Friday , November 8, 2024

Commentators Want New York’s BitLicense To Be Clear and Ensure a Level Playing Field

More than 3,700 individuals, groups, and companies have submitted comments regarding New York State’s novel proposal to regulate virtual currencies. A Digital Transactions News sampling of comments from payments organizations about the so-called “BitLicense” shows they want more clarity in definitions and exemptions from some proposed licensing requirements.

New York’s Department of Financial Services (DFS) this week released the comments on its Web site. All were submitted between July 24 and Oct. 21. More are expected in the wake of pending revisions in the original BitLicense proposal that DFS Superintendent Benjamin M. Lawsky unveiled in July following a nearly year-long investigation into new forms of electronic money. The regulations, intended to prevent fraud on consumers, remain under development even as Lawsky reportedly is preparing to exit state government for the private sector, according to press reports.

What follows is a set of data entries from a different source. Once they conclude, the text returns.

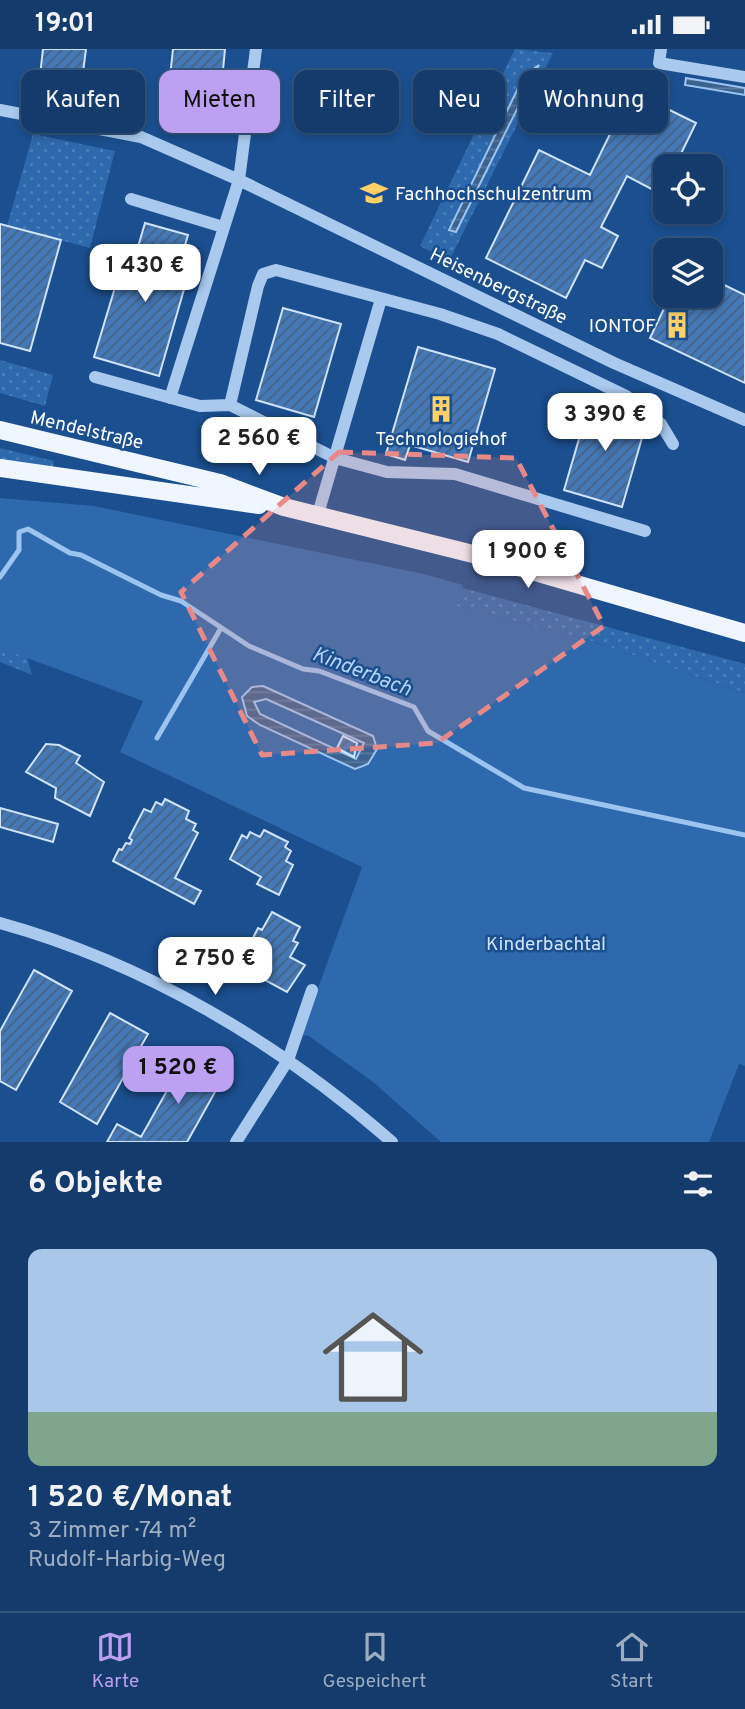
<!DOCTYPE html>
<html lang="de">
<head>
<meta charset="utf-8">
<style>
	body { margin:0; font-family:Overpass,sans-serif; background:#214673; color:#f1f3f6; height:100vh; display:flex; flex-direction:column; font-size:26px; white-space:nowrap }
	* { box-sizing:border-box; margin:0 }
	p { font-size:23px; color:#9dadc1 }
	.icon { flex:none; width:38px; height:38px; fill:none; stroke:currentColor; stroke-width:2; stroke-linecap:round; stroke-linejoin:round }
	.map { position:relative; height:1093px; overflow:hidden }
	.sheet { display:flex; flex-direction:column; background:#143b6b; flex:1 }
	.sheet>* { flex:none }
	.hud { position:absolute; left:21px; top:21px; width:704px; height:63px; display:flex; gap:14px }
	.fabs { position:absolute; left:653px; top:105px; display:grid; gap:14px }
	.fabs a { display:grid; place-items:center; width:70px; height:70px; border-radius:14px; background:#143b6b; box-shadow:0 4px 10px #0003,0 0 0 2px #33557e; font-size:35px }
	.price { position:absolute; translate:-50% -60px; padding:0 16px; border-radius:14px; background:#fff; color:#222; font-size:23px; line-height:46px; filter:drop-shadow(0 2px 4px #0008) }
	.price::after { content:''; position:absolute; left:50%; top:42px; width:21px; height:16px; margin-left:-10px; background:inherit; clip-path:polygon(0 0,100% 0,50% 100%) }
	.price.on { background:#bca0f2; color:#111 }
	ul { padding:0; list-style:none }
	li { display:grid; align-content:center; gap:14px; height:371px; padding:0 28px }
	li+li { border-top:2px solid #33557e }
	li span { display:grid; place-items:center; height:217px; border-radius:14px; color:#555 }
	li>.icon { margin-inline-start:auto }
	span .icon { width:126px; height:126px; fill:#fffc; stroke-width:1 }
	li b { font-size:30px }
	h2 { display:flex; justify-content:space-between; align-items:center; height:84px; padding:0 28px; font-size:30px }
	.tag { padding:0 24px; border-radius:14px; background:#143b6b; box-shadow:0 4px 10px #0003,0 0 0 2px #33557e; font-size:24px; line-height:63px }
	.tag.on { background:#bca0f2; color:#111 }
	.status { display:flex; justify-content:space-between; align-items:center; height:49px; padding:0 35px; background:#143b6b; direction:ltr }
	.status svg { height:19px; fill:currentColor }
	.tab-bar { display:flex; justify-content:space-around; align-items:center; height:98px; border-top:2px solid #33557e; background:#143b6b; font-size:19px; color:#9dadc1 }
	.tab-bar a { display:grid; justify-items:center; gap:4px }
	.tab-bar .on { color:#bca0f2 }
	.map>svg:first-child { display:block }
</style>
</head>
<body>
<div class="status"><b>19:01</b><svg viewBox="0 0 49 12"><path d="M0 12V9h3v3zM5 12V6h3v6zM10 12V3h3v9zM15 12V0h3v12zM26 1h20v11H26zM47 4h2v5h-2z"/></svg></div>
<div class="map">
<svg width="745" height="1093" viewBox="0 0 745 1093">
	<defs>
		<pattern id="grass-dots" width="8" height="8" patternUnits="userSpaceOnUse" patternTransform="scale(1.75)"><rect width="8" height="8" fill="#2e69ad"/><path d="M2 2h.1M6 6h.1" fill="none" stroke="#4d80b9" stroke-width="1.8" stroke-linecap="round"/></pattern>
		<pattern id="water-rules" width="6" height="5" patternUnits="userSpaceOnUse" patternTransform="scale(1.75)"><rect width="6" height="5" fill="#3c6290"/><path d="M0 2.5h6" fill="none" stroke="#597aa1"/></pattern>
		<pattern id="building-hatch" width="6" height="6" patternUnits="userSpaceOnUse" patternTransform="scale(1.75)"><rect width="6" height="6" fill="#4478b7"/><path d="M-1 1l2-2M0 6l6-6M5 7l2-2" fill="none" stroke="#486282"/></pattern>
	</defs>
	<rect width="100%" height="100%" fill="#1b4f8f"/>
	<path fill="url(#grass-dots)" fill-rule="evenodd" d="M515 0 553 4 449 212 420 197ZM538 17 457 182 450 181 524 28Z
		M33 85 115 102 90 199 7 177Z
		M0 311 53 326 45 357 0 344Z
		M0 399 54 412 52 421 0 411Z
		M0 490 422 528 745 615V644L588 591 457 557 21 586 32 626 0 613Z"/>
	<path fill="#2e69ad" d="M0 449 94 457 424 525 463 536 457 557 588 591 745 644V1017L739 1015 709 1093H441L373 1033 309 987 301 986 362 818 120 703 143 652 0 599Z"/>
	<path fill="url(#water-rules)" stroke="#9cc4f0" stroke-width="2" fill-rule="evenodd" d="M539 16 456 183 449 181 524 27Z
		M686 29 745 39V46L685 36Z
		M263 637 373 687 377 700 368 715 355 720 260 676 247 667 242 648 252 638ZM266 650 364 694 356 710 260 665 254 653Z"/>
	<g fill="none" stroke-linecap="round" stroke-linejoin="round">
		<path stroke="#9cc4f0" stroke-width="5" d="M0 528 19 501V483L28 480 70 504 81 506 161 546 181 552 249 597 303 620 319 622 414 658 428 682 524 739 745 786
			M157 689 221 579"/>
	</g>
	<path fill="url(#building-hatch)" stroke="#cfe3fa" stroke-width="2" d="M43 0H86L81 39 39 35Z
		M173 0H225L223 21 244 23 242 41 221 38 220 43 169 37Z
		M631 42 696 74 675 117H665V136L661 145 627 127 601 178 618 187 602 219 585 211 566 249 486 209 539 101 590 126Z
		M145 174 188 186 176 227 187 230 159 327 94 308 120 222 130 225Z
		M0 175 61 191 30 302 0 294Z
		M710 229 745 246V334L650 289 670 247H710Z
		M283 259 341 275 314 368 256 351Z
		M418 298 495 320 468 413 410 396 405 411 386 405Z
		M591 349 627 359 633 364 630 371 646 375 622 458 564 441Z
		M343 687 357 694 354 708 337 699Z
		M46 695 59 696 80 707 76 714 104 733 90 767 55 749 56 739 26 723Z
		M165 750 189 762 186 770 196 775 193 781 198 784 175 829 201 842 194 855 113 812 119 800 122 801 126 794 130 795 132 791 129 789 144 760 151 763 156 753 162 756Z
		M0 759 58 775 53 793 0 778Z
		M264 781 288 793 285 798 291 802 286 812 293 816 279 846 257 835 261 828 230 810 242 786 247 789 250 783 260 788Z
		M272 863 300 878 293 892 298 894 290 908 305 916 287 943 261 929 263 926 248 918 250 915 236 907 244 892 250 895 258 879 262 881Z
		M34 921 72 942 16 1041 0 1032V982Z
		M110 964 148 985 97 1075 60 1053Z
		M187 1006 224 1027 187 1093H107L117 1075 141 1088Z"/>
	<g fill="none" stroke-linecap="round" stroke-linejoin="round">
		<path stroke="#a9c9ee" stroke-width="12" d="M661 0 659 14 745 28
			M0 61 141 88 239 131 614 314 745 371
			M131 150 223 178
			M95 328 200 357 230 356 335 409 387 423 455 425 645 482
			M170 349 239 131 256 0
			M230 356 258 237 263 225 276 221 440 265 498 285 626 347 661 375 673 395
			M318 465 381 250
			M0 874C145 914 279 994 392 1093
			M236 1093 288 1011 312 941"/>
		<path stroke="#f0f6ff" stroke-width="18" d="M0 381 220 434 284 458 477 506 745 584
			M0 419 259 456"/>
	</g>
	<path fill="#e88989" fill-opacity="0.2" stroke="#e88989" stroke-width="5" stroke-dasharray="14 9" stroke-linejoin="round" d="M339 403 516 409 604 577 437 694 262 706 181 543Z"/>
	<defs>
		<symbol id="university-bare" viewBox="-9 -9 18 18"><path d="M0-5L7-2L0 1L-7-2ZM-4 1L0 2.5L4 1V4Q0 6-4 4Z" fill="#ffd166" stroke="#1b4f8f" stroke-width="2.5" paint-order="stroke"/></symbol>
		<symbol id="building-bare" viewBox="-9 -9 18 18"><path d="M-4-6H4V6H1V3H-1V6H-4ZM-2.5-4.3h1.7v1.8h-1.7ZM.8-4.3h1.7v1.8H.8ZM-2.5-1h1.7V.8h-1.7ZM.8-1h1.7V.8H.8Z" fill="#ffd166" stroke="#1b4f8f" stroke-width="2.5" paint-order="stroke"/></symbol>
	</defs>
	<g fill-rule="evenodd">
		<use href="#university-bare" x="355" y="125" width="38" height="38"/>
		<use href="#building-bare" x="658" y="257" width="38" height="38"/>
		<use href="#building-bare" x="422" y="341" width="38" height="38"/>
	</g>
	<g text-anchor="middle" stroke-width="5" stroke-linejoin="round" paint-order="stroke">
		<g font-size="19" fill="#fff" stroke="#1b4f8f" text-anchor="start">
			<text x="395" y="151">Fachhochschulzentrum</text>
			<text x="656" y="283" text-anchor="end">IONTOF</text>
			<text x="441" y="396" text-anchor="middle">Technologiehof</text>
		</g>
		<g font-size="19" fill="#fff" stroke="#1b4f8f">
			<text transform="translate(499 236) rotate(26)" y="7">Heisenbergstraße</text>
			<text transform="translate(87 380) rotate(13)" y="7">Mendelstraße</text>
		</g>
		<g font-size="19" fill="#cfe3fa" stroke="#1b4f8f">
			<text x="546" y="901">Kinderbachtal</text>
		</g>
		<g font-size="21" font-style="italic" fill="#b5d3f5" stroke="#1b4f8f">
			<text transform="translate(362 622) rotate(21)" y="7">Kinderbach</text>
		</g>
	</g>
</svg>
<div class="fabs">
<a><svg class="icon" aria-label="locate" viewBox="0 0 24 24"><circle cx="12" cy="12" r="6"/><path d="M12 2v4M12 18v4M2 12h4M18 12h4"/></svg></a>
<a><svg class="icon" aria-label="layers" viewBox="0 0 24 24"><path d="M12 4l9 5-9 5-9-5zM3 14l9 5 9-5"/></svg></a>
</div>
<b class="price" style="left:145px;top:255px">1 430 €</b>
<b class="price" style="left:605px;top:404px">3 390 €</b>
<b class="price" style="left:259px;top:428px">2 560 €</b>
<b class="price" style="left:528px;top:541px">1 900 €</b>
<b class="price" style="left:215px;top:948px">2 750 €</b>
<b class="price on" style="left:178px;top:1057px">1 520 €</b>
<div class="hud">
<a class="tag">Kaufen</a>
<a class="tag on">Mieten</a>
<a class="tag">Filter</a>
<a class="tag">Neu</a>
<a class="tag">Wohnung</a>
</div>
</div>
<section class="sheet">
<h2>6 Objekte<svg class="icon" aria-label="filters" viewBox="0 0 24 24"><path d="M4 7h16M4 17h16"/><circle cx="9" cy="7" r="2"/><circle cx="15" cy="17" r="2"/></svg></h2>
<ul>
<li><span style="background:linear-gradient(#a9c7e8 75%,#7fa58c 0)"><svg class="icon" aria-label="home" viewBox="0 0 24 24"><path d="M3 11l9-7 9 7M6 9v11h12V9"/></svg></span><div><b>1 520 €/Monat</b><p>3 Zimmer · 74 m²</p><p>Rudolf-Harbig-Weg</p></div></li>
</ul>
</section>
<nav class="tab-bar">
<a class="on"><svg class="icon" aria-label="map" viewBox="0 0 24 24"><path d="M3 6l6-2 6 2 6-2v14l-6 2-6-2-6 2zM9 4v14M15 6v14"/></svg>Karte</a>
<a><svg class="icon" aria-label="saved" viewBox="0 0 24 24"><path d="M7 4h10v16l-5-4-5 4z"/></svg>Gespeichert</a>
<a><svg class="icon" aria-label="home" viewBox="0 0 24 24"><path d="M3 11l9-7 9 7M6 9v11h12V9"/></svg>Start</a>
</nav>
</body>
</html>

The Electronic Transactions Association, the national merchant-acquiring trade group, said in its seven-page commentary that “the scope of the definition of virtual currency needs to be carefully crafted so that it clearly excludes services and products not intended to be covered.” The Washington, D.C.-based ETA explained that “a number of our members share a common core of concerns. They are engaged in activities such as affinity or rewards programs or in online-gaming platforms, and read the proposed regulations as potentially (and, we suggest, inadvertently) including their activities.”

The ETA also asked that exemptions from the proposed virtual-currency licensing requirements be amended to include payment processors and gateways as well as licensed money transmitters, the latter of which already are subject to various regulations. The ETA urged New York to follow the precedent set by the U.S. Treasury Department’s Financial Crimes Enforcement Network (FinCen), which has said entities such as processors and gateways are not money transmitters. Processors, the ETA wrote, “have a critical responsibility in the payments chain” by routing transactions, but they do not contract with consumers for money-transfer services.

The ETA further urged that New York maintain “a level playing field in payments…overly proscriptive regulations raise barriers that stymie growth of jobs and innovation.”

Ripple Labs Inc., creator of an open-source protocol for accounting for financial balances that enables payment in any fiat or virtual currency, including the Ripple-developed XRP currency, wrote that the original BitLicense proposal “defines ‘virtual currency’ and ‘business activity’ in broad terms. As a result, the existing draft likely sweeps up business activities that NYDFS does not intend to regulate or that it already regulates.” Those activities could include software development, according to Ripple.

The DFS, however, has recognized this potential problem, Ripple said. “We appreciate that NYDFS intends to revisit the definitions to make sure that software development is not covered,” the company’s letter says. “We likewise believe that NYDFS should make sure that its definitions do not inadvertently expose individuals or businesses that seek to trade virtual currencies on their own accounts from whatever definition it ultimately adopts.”

Like the ETA, Ripple expressed worries about regulators creating an “uneven playing field,” especially if virtual-currency providers have to comply with more rules than money transmitters. “Imposing stricter licensing requirements on BitLicensees places them at a competitive disadvantage to money transmitters, which will serve only to stifle innovation in the nascent virtual-currency space,” Ripple said.

Other commentators include processor Total System Services Inc. (TSYS), The Western Union Co., Wal-Mart Stores Inc. and Amazon.com Inc. The comments can be accessed here.

In a speech before a large payments-industry audience at last month’s Money20/20 conference in Las Vegas, Lawsky said he was considering several changes to his original plan, including less stringent licensing rules for startups so that the BitLicense doesn’t restrict innovation.